Four Ways God’s Spirit Speaks To Our Spirit (Part 1)

This is the 3rd of a four-part series about the Holy Spirit. You can see part 1 and part 2 here.

These are working sections from a book manuscript I just completed for Zondervan. We’re in the editing process right now, so your thoughts are welcome.

When I was a junior in high school, I once took an “unauthorized” road trip on a Saturday evening to a ski resort several hours away. My friends and I raced home early Sunday morning to try in an attempt to get to church on time so no one would be the wiser about our absence. One friend drove, and the rest of us slept in the car. Then that other friend decided to join us. The car, set on cruise control at 62 miles per hour, barreled off the side of the road into a 20-foot ravine, landing upside down. How any of us survived is miraculous. The crash mangled the car, crushing it in places. Every one of us walked out of the wreck without a scratch.

Just moments before the wreck, I had woken up and shifted from the left back seat to the right. Where my head had previously been, just a few minutes before the crash, was completely crushed; the roof over my new seat remained untouched. And here’s the strangest detail of the story: as we drifted off the road toward the ravine, we hit a discarded mattress lying on the roadside that threw us into a tailspin, which slowed our speed dramatically before we toppled into the ravine. Without that mattress, we would have rocketed into the ravine at more than 60 miles per hour, which surely would have killed us all. I have no idea why a mattress lay on the side the road. What are the odds?

Of course, after we got home I had to tell my parents what happened. As I related the details, my mom asked me what time this had all gone down. I told her, “5:21”, because when I had been jolted awake by the car landing upside down, the digits on the clock were the first thing I saw, though they looked like “12:5” being upside down! She told me that she had awakened at 5:00 that morning with an inexplicable urge to pray for me. She prayed for me for about 30 minutes—for God to work in my life, to get my attention, to protect me, and to perfect his will in my life. At 5:30 she went back to sleep. Boy, did God answer that prayer.

I tell you that story for two reasons:

A. To demonstrate how God often moves our spirits to pray for others.

B. To request that if God ever wakes you up at 5 am with a strong desire to pray for me that you do so.

Christ, the church’s “head,” does his work through his body, the church, by placing into our hearts words of warning and encouragement, burdens and holy ambitions that he has for his people. Our bodies may provide the agency for his work, but he is the head. As members of his body, he accomplishes his purposes through us.

But It Makes Me Nervous

I admit that discussing how we can “hear from God” makes me nervous. How do you know the difference between a genuine movement of the Holy Spirit in your heart and, say… indigestion? (And I’m not trying to be funny.) Between a special burden and excess emotion that comes from too little sleep?
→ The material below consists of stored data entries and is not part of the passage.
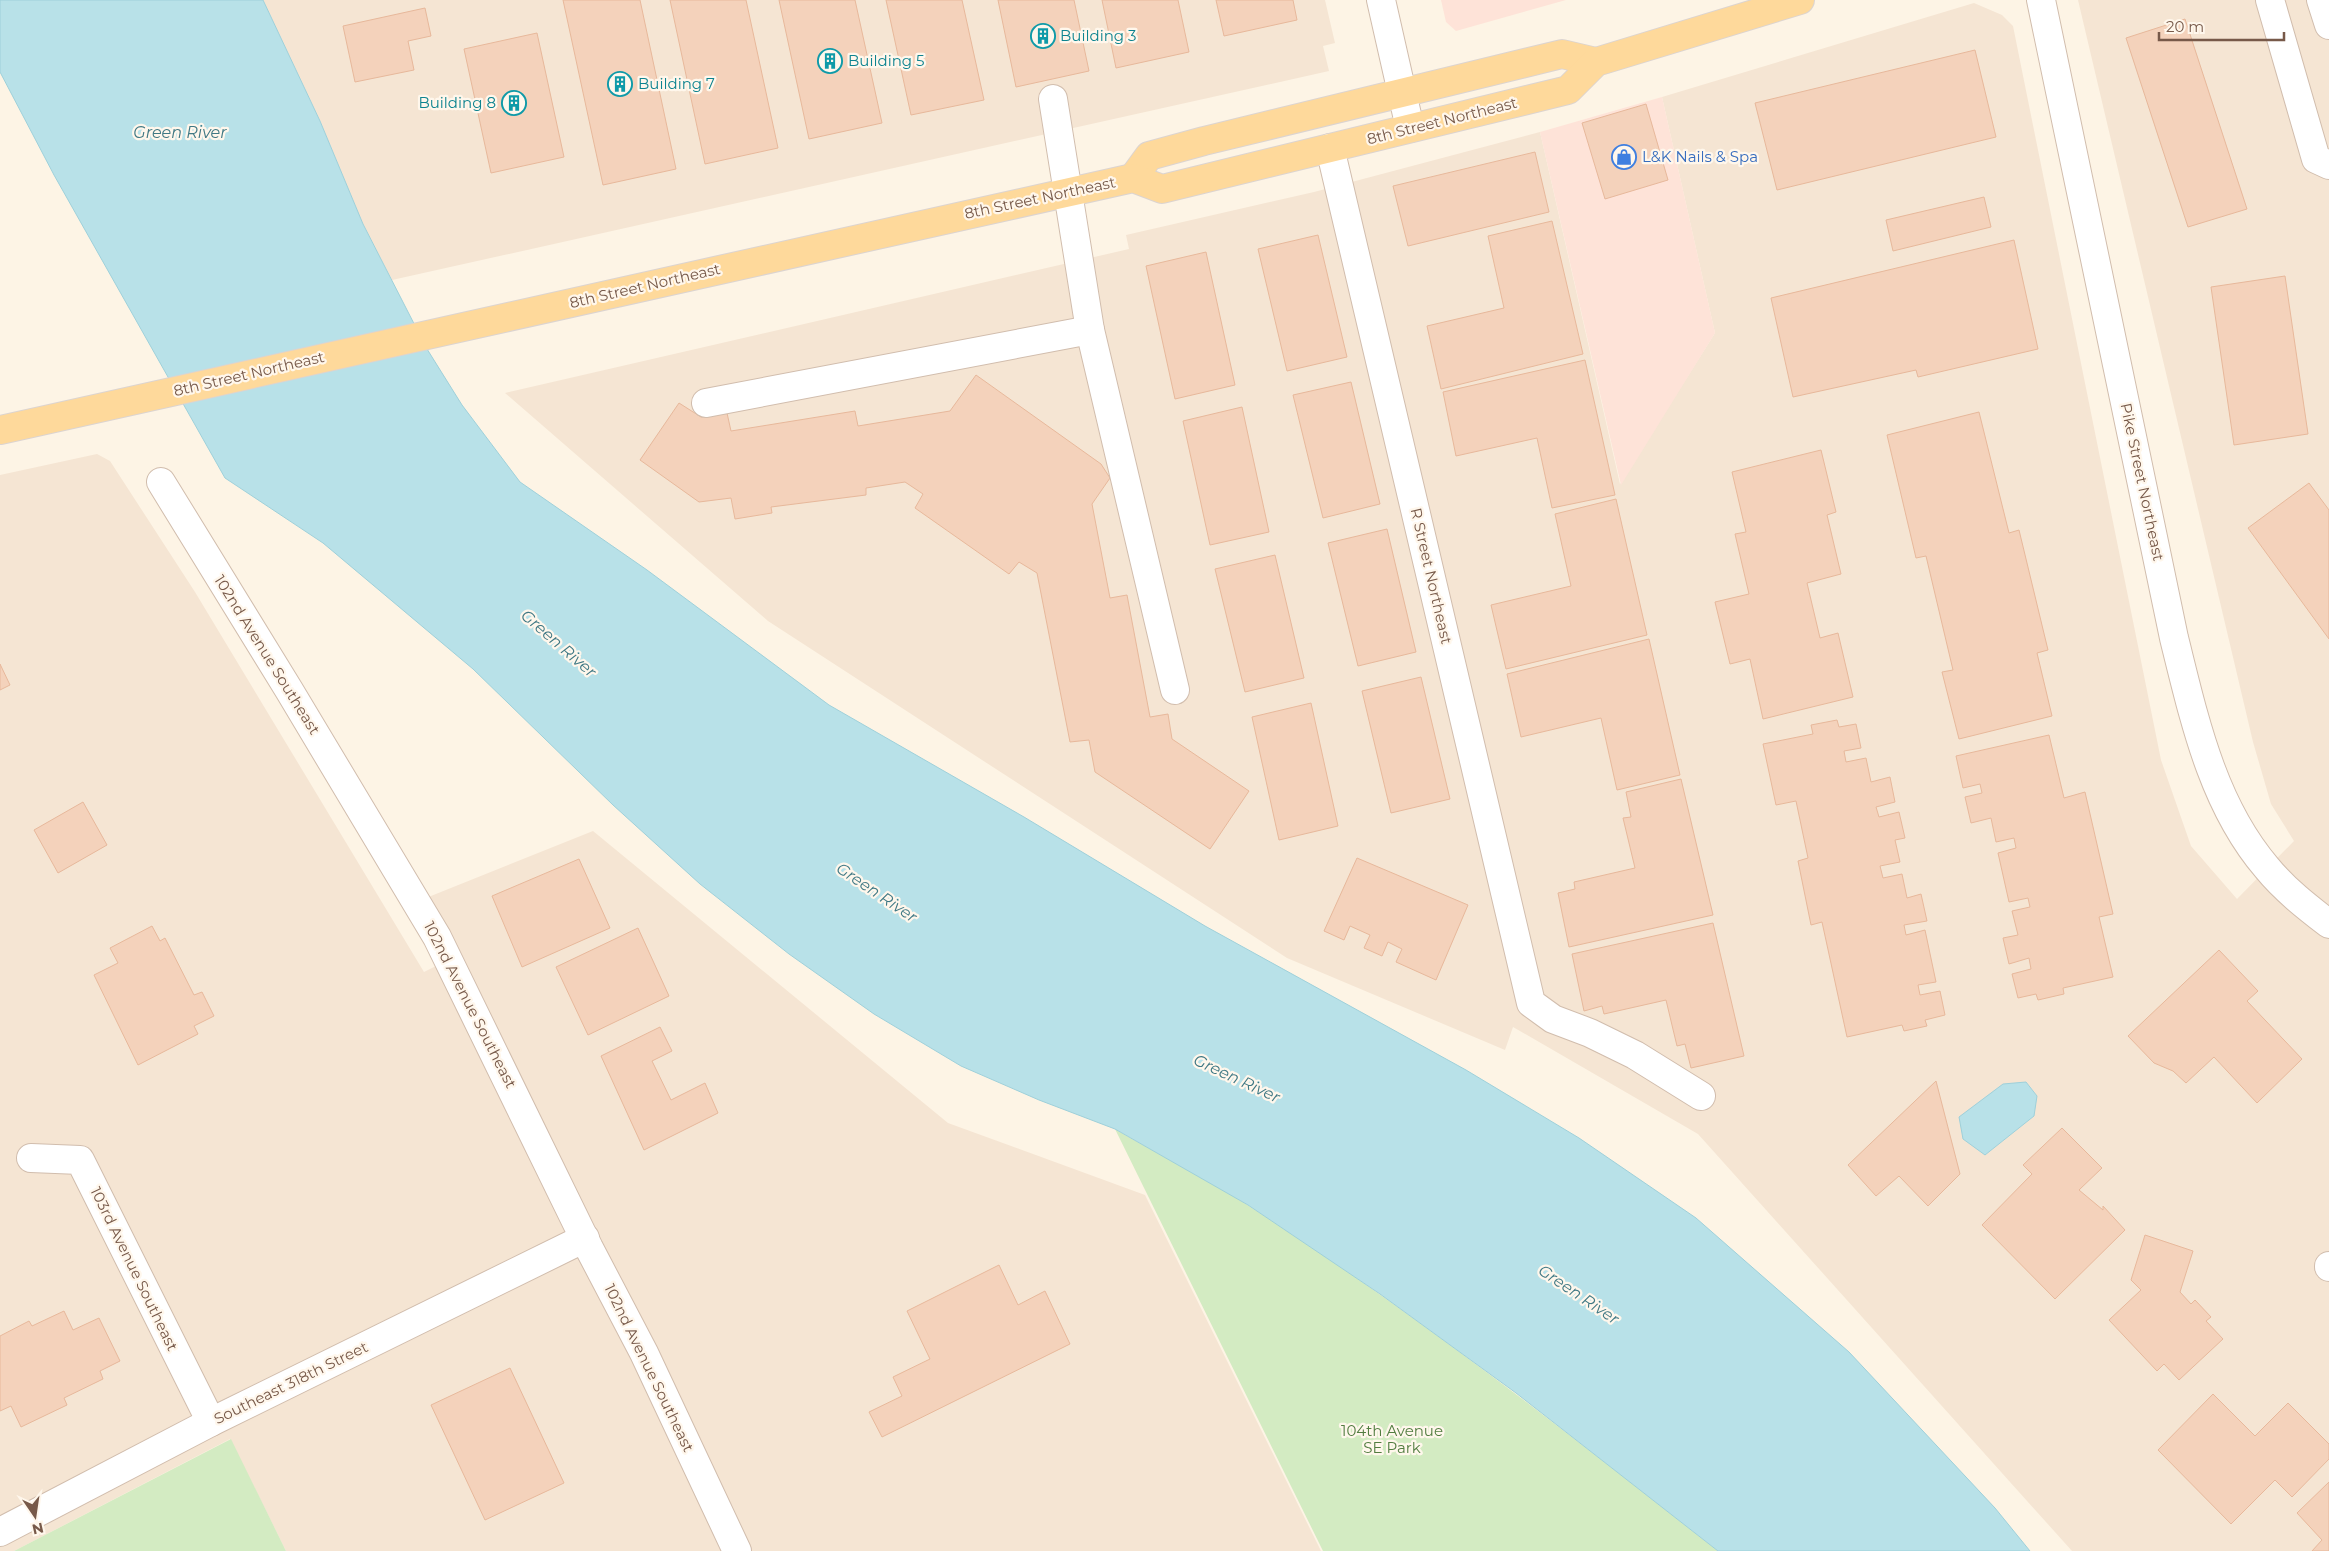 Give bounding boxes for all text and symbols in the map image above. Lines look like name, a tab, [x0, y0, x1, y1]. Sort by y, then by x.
scale bar	[2159, 10, 2284, 42]
text: 20 m	[2166, 17, 2204, 36]
building icon: Building 3	[1030, 23, 1056, 49]
place label: Building 3	[1060, 26, 1136, 45]
building icon: Building 5	[817, 48, 843, 74]
place label: Building 5	[848, 51, 925, 70]
building icon: Building 7	[607, 71, 633, 97]
place label: Building 7	[638, 74, 715, 93]
building icon: Building 8	[501, 90, 527, 116]
place label: Building 8	[418, 93, 496, 112]
street label: 8th Street Northeast	[1365, 93, 1519, 148]
water label: Green River	[133, 123, 227, 142]
shop icon: L&K Nails & Spa	[1611, 144, 1637, 170]
place label: L&K Nails & Spa	[1642, 147, 1758, 166]
street label: 8th Street Northeast	[963, 172, 1117, 223]
street label: 8th Street Northeast	[568, 259, 722, 312]
street label: 8th Street Northeast	[172, 347, 326, 400]
street label: Pike Street Northeast	[2116, 401, 2169, 563]
street label: R Street Northeast	[1407, 506, 1456, 646]
street label: 102nd Avenue Southeast	[210, 571, 324, 738]
water label: Green River	[517, 606, 601, 682]
water label: Green River	[833, 858, 921, 927]
street label: 102nd Avenue Southeast	[420, 918, 521, 1091]
water label: Green River	[1190, 1050, 1284, 1107]
street label: 103rd Avenue Southeast	[86, 1184, 182, 1354]
water label: Green River	[1535, 1260, 1623, 1329]
street label: 102nd Avenue Southeast	[600, 1281, 698, 1455]
street label: Southeast 318th Street	[211, 1337, 371, 1428]
park label: 104th Avenue SE Park	[1341, 1421, 1443, 1457]
north arrow	[10, 1491, 60, 1541]
text: N	[30, 1519, 45, 1539]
Let me make clear that what I’m going to share with you in these pages is not “the final word” on these matters. I’ve tried for several years to glean everything I can on this from Scripture, to reflect honestly on my own experiences, and to listen cautiously to other Spirit-filled believers recount how God has moved in their lives. As we discussed earlier, being led by the Spirit is not an exact science. We shouldn’t think of this process like a formula, and we should always approach this subject with an extreme amount of humility—as befits a living relationship. And we should remain very cautious about declaring with absolute certainty that God has put something on our hearts unless it has a chapter and verse attached to it. I believe it is clear that God does move and speak in our spirits, but we must hold our certainty about his leadership with a little tenuousness, open to godly counsel, always subject to Scripture.

For example, let me tell you a story about a time I (evidently) got it wrong. After my wife and I had three kids, we sought God about whether to have more. At three kids, I felt like my quiver was full. At no point in the week did I feel like I needed more to do or another mouth to feed. But we also knew that rearing godly children is among the greatest ministries you can have (Ps. 127:1–4), so we thought, “Well, why not have one more—for Jesus?” God had also touched our hearts for regarding adoption, and so we prayed about whether we should do that, too. We set aside a day—April 28, 2009—for a time of prayer and fasting.

At the end of that day, we both felt that God was leading us to pursue an international adoption. But when Veronica woke up the next morning, however, she felt sick… and yep, you guessed it: she was pregnant. I don’t think I’ve ever had a prayer answered that quickly, that definitively. While we were seeking God about what to do next, the answer had been (unbeknownst to us) growing inside of Veronica for nearly six weeks.

But what about the “sense” that our next kid was to come through international adoption? Maybe that’s something we are supposed to pursue later, but it was not what God had for us at the moment. After that experience, we contributed personally to several other families in our church pursuing adoption. The “sense” that we were to do it in 2009 was overruled, however, by, well, God’s definitive answer in our circumstances.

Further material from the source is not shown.